/BayesModels

Easy Bayesian models.

Primary LanguageJulia

BayesModels.jl

BayesModels.jl is a package that uses Turing for Bayesian inference and StatsModels for its easy-to-use formula API.

Currently only Bayesian linear regression is supported, but I plan at some point to extend it to additional model types.

How to

You can run a Bayesian linear regression using blm(formula, dataframe).

# Import packages.
using BayesModels
using RDatasets
using DataFrames

# Load the wages dataframe. 
# I'm thinning out the dataframe to make it quicker,
# Bayesian methods don't scale as well with bigger data.
df = RDatasets.dataset("Ecdat", "Wages")[1:10:end, :]

# Estimate the model;
# Defaults to 1000 MCMC samples using NUTS
chain = blm(@formula(LWage ~ 1 + Married + Ed + Married*Ed), df)

# Display the results.
display(chain)

Custom priors for the intercept α and coefficients β, as well as any likelihood specific parameters, can be optionally passed as keyword arguments. Priors can be specified as either a Distribution or a function of the data (X,y) -> Distribution:

# use higher prior variance on intercept and coefficients
α_prior = Normal(0,2)
β_prior = (X,y) -> MvNormal(zeros(size(X,2)),2)
# use truncated Normal for observation variance
σ_prior = truncated(Normal(0,5),0,Inf)
chain = blm(@formula(LWage ~ 1 + Married + Ed + Married*Ed), df; α_prior=α_prior, β_prior=β_prior, σ_prior=σ_prior)
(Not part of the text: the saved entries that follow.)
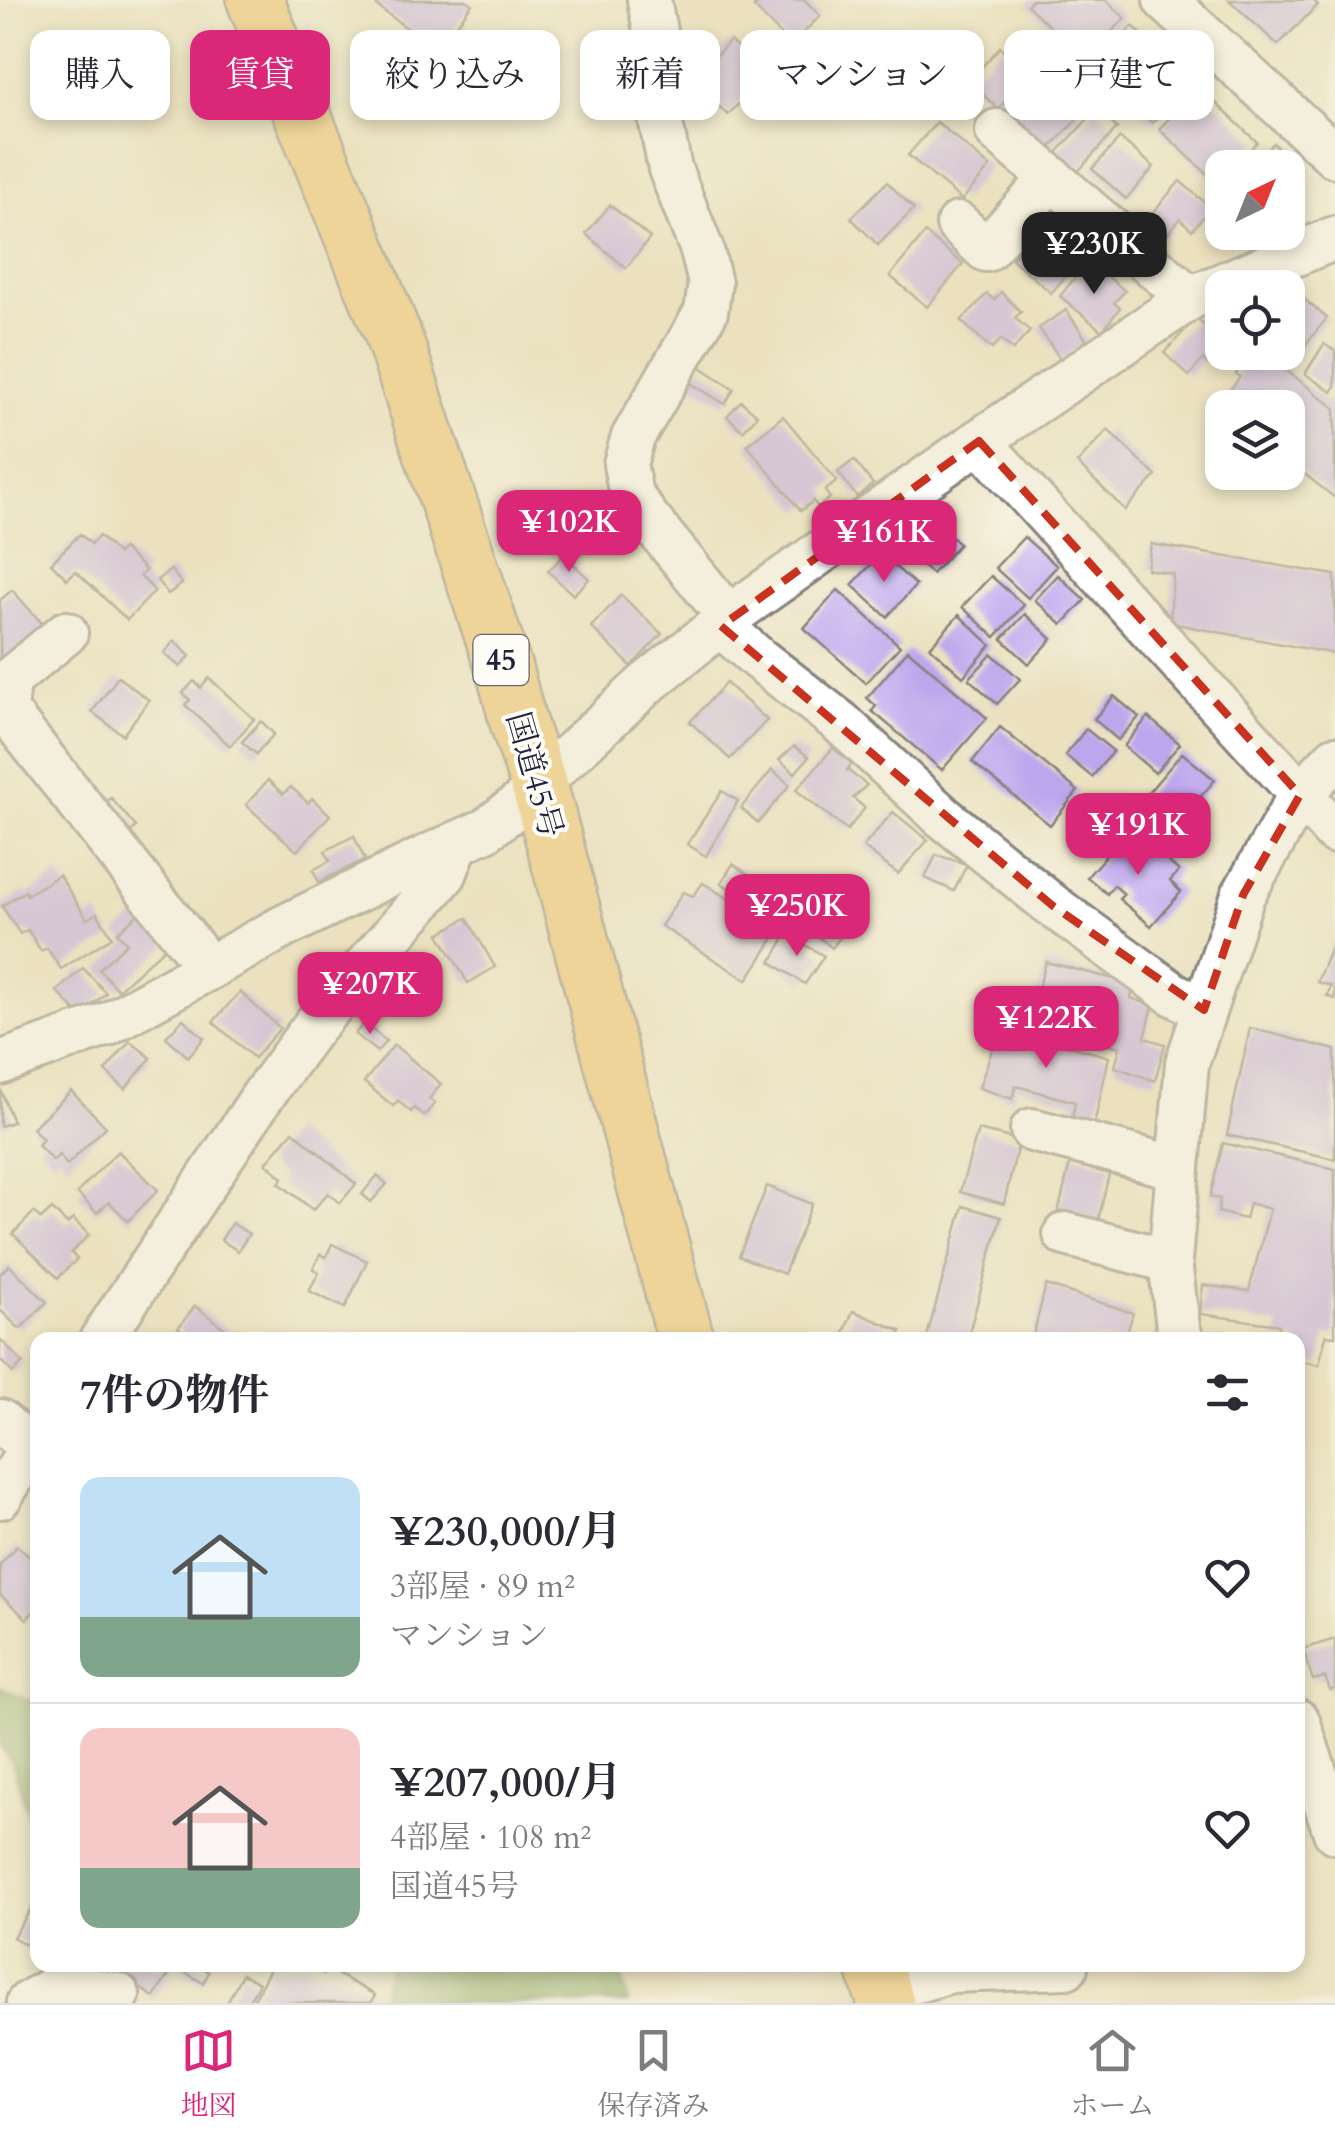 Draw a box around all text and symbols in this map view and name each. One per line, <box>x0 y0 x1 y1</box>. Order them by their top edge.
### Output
chip: 購入 <box>30 30 170 120</box>
chip: 賃貸 <box>190 30 330 120</box>
chip: 絞り込み <box>350 30 560 120</box>
chip: 新着 <box>580 30 720 120</box>
chip: マンション <box>740 30 984 120</box>
chip: 一戸建て <box>1004 30 1214 120</box>
north arrow <box>1205 150 1305 250</box>
map controls <box>1205 150 1305 490</box>
pin: ¥230K <box>1024 212 1164 297</box>
text: ¥230K <box>1044 222 1144 266</box>
button: locate <box>1205 270 1305 370</box>
button: layers <box>1205 390 1305 490</box>
pin: ¥102K <box>499 490 639 575</box>
text: ¥102K <box>519 500 619 544</box>
pin: ¥161K <box>814 500 954 585</box>
text: ¥161K <box>834 510 934 554</box>
road number: 45 <box>474 635 528 685</box>
street label: 国道45号 <box>495 707 573 843</box>
pin: ¥191K <box>1068 793 1208 878</box>
text: ¥191K <box>1088 803 1188 847</box>
pin: ¥250K <box>727 874 867 959</box>
text: ¥250K <box>747 884 847 928</box>
pin: ¥207K <box>300 952 440 1037</box>
text: ¥207K <box>320 962 420 1006</box>
pin: ¥122K <box>976 986 1116 1071</box>
text: ¥122K <box>996 996 1096 1040</box>
icon: filters <box>1200 1365 1255 1420</box>
text: 7件の物件 <box>80 1367 270 1424</box>
text: ¥230,000/月 <box>390 1503 622 1560</box>
icon: home <box>160 1517 280 1637</box>
icon: heart <box>1200 1550 1255 1605</box>
text: 3部屋 · 89 m² <box>390 1565 575 1609</box>
text: マンション <box>390 1614 549 1658</box>
text: ¥207,000/月 <box>390 1754 622 1811</box>
icon: home <box>160 1768 280 1888</box>
icon: heart <box>1200 1801 1255 1856</box>
text: 4部屋 · 108 m² <box>390 1816 591 1860</box>
text: 国道45号 <box>390 1865 519 1909</box>
tab: 地図 <box>180 2023 237 2125</box>
tab: 保存済み <box>597 2023 710 2125</box>
tab: ホーム <box>1070 2023 1155 2125</box> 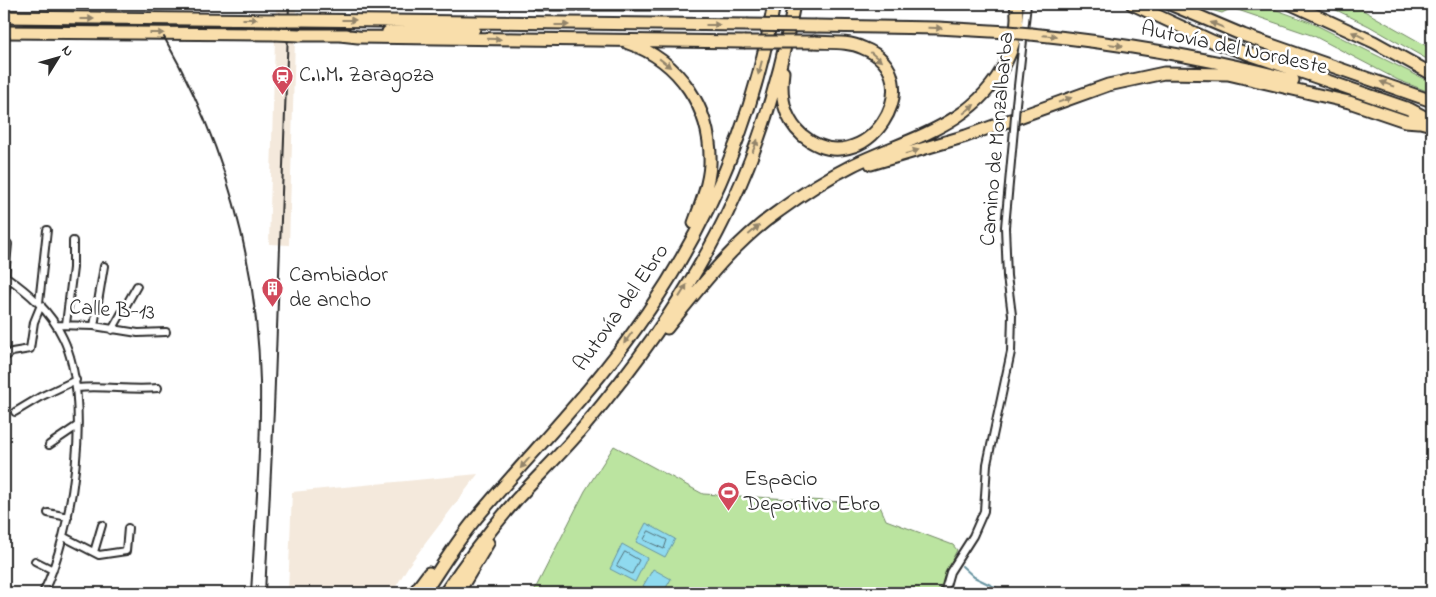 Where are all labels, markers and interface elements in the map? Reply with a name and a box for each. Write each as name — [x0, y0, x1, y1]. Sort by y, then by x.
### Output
street label: Autovía del Nordeste — [1138, 14, 1330, 84]
one-way arrow — [80, 15, 96, 23]
one-way arrow — [242, 16, 258, 24]
one-way arrow — [341, 16, 357, 24]
one-way arrow — [554, 21, 570, 29]
one-way arrow — [705, 21, 721, 29]
one-way arrow — [1209, 21, 1224, 28]
one-way arrow — [927, 24, 943, 32]
one-way arrow — [150, 29, 166, 37]
one-way arrow — [1351, 30, 1366, 39]
street label: Camino de Monzalbarba — [973, 31, 1023, 247]
north arrow — [32, 32, 82, 82]
one-way arrow — [1042, 32, 1058, 40]
one-way arrow — [486, 35, 502, 43]
text: N — [56, 41, 78, 61]
one-way arrow — [1109, 41, 1125, 49]
one-way arrow — [870, 51, 883, 62]
one-way arrow — [658, 57, 671, 68]
place label: C.I.M. Zaragoza — [299, 60, 434, 93]
one-way arrow — [756, 61, 764, 76]
station icon: C.I.M. Zaragoza — [271, 64, 295, 95]
one-way arrow — [1379, 80, 1394, 87]
one-way arrow — [1058, 96, 1073, 103]
one-way arrow — [962, 103, 975, 114]
one-way arrow — [752, 139, 760, 153]
one-way arrow — [904, 148, 919, 156]
one-way arrow — [747, 225, 760, 236]
street label: Autovía del Ebro — [566, 238, 678, 378]
place label: Cambiador de ancho — [289, 260, 388, 317]
building icon: Cambiador de ancho — [261, 277, 285, 308]
one-way arrow — [679, 284, 688, 298]
street label: Calle B-13 — [68, 292, 156, 330]
one-way arrow — [623, 331, 634, 344]
one-way arrow — [519, 456, 530, 469]
place label: Espacio Deportivo Ebro — [743, 464, 880, 521]
sports icon: Espacio Deportivo Ebro — [716, 481, 740, 512]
You can customize inference by explicitly setting the InferenceStrategy. The MCMC strategy takes a sampler algorithm as its first argument and passes all other arguments directly to sample:

df = RDatasets.dataset("Ecdat", "Wages")[1:10:end, :]
# Draw 500 samples from 4 chains in parallel using HMC instead of NUTS.
chain = blm(@formula(LWage ~ 1 + Married + Ed + Married*Ed), df, MCMC(HMC(0.05,10),MCMCThreads(),500,n_chains=4))

blm also supports Bernoulli, Exponential, and Poisson likelihoods for non-Normal response variables. By default, blm chooses from one of Normal, Bernoulli, or Poisson depending on whether the response variable is, respectively, real, binary-categorical, or integer typed:

df = dataset("Ecdat","HI")[sample(1:22265,500),:]
# will use Bernoulli likelihood with logistic link function by default (i.e. logistic regression)
# because HHI is a binary variable.
chain = blm(@formula(HHI ~ Whi + Education + Race + Region), df, MCMC(HMC(0.05,10),500))

You can also specify the likelihood type manually to override this behavior:

df = RDatasets.dataset("Ecdat","Airline")
# Note that this is for the sake of demonstration only... this model doesn't necessarily make sense.
chain = blm(Exponential, @formula(Output ~ 1 + Cost + LF*PF), df)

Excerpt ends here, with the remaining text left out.